What this task involves.
Look through the material that follows and show every line with the string "Wellington".

***** Material for this exercise

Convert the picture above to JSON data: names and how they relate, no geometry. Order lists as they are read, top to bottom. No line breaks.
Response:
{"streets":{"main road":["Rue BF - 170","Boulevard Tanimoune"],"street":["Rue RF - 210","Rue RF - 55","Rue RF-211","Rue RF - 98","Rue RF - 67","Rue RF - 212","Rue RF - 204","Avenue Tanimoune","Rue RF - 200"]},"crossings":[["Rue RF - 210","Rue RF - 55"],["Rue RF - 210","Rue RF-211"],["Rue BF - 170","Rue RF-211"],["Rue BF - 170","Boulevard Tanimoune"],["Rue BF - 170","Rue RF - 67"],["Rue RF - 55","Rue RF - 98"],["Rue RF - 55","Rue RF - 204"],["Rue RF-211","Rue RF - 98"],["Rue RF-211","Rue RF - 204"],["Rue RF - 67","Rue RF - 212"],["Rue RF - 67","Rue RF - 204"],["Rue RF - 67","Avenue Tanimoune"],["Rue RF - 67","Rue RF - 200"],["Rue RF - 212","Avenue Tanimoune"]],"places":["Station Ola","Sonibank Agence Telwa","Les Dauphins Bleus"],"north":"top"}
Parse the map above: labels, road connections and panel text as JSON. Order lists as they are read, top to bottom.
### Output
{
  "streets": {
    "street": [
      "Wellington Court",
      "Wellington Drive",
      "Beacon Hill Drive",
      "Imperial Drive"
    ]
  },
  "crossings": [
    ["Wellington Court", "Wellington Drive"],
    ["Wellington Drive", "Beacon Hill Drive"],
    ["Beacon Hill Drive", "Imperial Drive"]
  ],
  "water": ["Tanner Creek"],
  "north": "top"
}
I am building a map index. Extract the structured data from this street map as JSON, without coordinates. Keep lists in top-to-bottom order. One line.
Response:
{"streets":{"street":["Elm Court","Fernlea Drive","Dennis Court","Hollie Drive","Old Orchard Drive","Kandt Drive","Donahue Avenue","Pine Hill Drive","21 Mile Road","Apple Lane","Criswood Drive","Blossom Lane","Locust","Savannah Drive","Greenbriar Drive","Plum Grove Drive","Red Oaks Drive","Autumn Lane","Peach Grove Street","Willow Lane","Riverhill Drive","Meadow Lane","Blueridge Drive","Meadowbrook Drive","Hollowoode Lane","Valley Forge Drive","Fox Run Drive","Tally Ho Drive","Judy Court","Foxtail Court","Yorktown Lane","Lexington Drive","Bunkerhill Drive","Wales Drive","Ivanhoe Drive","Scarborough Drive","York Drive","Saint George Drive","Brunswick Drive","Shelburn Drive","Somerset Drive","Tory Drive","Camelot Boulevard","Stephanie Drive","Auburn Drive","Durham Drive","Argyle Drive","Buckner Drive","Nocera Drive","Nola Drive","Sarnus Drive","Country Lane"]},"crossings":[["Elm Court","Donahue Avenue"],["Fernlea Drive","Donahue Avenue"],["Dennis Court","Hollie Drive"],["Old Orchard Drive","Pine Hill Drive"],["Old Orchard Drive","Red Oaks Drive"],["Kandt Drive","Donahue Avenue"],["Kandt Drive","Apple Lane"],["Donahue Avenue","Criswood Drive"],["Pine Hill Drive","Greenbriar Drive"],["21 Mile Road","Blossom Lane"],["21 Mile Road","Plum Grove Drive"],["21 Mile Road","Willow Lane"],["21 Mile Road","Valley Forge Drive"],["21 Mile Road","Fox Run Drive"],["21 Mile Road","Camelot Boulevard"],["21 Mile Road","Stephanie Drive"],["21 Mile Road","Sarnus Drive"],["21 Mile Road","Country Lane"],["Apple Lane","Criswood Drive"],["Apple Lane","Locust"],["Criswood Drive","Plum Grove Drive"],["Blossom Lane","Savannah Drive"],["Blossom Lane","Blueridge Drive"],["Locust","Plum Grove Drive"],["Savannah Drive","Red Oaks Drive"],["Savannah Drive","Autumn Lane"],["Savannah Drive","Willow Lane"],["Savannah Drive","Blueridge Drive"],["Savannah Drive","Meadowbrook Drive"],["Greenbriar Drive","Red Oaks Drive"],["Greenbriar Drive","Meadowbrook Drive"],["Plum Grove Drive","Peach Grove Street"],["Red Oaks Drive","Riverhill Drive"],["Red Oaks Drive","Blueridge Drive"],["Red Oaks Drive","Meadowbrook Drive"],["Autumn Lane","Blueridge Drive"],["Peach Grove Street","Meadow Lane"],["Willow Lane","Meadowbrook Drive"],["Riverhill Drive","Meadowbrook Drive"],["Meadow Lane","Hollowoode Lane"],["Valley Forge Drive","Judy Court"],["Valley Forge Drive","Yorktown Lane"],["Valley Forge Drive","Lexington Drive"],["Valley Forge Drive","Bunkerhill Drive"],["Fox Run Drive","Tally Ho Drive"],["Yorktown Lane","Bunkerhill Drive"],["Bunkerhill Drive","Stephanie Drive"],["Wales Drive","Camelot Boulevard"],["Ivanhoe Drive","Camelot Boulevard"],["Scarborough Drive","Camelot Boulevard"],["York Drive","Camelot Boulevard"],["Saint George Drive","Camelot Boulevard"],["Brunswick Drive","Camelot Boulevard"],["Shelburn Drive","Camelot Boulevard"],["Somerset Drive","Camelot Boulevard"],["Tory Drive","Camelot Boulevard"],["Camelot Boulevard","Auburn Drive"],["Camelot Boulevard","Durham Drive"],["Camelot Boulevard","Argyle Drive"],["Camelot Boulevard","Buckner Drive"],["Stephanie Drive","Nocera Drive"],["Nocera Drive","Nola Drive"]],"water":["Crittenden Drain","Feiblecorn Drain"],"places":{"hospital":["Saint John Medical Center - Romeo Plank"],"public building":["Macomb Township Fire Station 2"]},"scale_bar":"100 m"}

**********

Result of the task.
      "Wellington Court",
      "Wellington Drive",
    ["Wellington Court", "Wellington Drive"],
    ["Wellington Drive", "Beacon Hill Drive"],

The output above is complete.